» EXERCISE MATERIAL
━━━
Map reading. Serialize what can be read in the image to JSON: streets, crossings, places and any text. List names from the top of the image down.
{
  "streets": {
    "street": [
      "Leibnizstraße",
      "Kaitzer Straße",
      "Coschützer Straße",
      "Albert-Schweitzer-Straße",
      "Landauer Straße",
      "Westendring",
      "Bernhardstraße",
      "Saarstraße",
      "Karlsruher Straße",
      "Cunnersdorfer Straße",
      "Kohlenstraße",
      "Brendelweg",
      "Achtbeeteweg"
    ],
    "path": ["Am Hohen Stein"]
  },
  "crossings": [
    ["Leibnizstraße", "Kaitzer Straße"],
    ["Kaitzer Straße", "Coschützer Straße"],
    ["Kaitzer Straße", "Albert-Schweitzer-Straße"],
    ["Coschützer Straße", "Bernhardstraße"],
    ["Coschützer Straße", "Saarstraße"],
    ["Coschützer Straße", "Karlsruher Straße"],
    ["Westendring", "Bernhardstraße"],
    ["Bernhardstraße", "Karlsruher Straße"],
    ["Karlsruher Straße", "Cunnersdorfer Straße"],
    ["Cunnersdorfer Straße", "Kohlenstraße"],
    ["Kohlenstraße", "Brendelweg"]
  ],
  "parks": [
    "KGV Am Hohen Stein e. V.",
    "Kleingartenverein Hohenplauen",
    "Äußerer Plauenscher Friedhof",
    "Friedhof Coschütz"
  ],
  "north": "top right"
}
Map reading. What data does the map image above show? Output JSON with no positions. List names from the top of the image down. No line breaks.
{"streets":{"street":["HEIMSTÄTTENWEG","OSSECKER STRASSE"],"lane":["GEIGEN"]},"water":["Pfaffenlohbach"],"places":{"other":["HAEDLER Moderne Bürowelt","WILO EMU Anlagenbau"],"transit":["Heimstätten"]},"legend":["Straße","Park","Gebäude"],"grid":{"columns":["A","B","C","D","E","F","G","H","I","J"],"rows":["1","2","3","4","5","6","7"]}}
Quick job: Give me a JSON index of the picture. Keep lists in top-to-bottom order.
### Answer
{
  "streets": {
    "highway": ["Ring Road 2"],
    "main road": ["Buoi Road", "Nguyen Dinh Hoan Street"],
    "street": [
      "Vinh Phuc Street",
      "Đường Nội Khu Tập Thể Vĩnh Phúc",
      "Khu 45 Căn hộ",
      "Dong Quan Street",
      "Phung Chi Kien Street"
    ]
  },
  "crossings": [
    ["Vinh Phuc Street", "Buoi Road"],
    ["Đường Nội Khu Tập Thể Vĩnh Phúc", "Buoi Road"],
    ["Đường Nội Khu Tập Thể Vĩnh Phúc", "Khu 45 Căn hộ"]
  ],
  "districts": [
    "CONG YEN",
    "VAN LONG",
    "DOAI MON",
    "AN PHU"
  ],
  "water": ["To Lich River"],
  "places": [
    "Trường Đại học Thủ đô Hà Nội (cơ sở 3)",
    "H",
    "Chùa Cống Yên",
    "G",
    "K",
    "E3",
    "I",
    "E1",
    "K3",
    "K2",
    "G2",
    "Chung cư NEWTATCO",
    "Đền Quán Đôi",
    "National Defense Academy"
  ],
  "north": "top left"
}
━━━
» TASK PROMPT
Work out how many lines in this data contain "JSON". Only that number should be given.

» TASK RESPONSE
3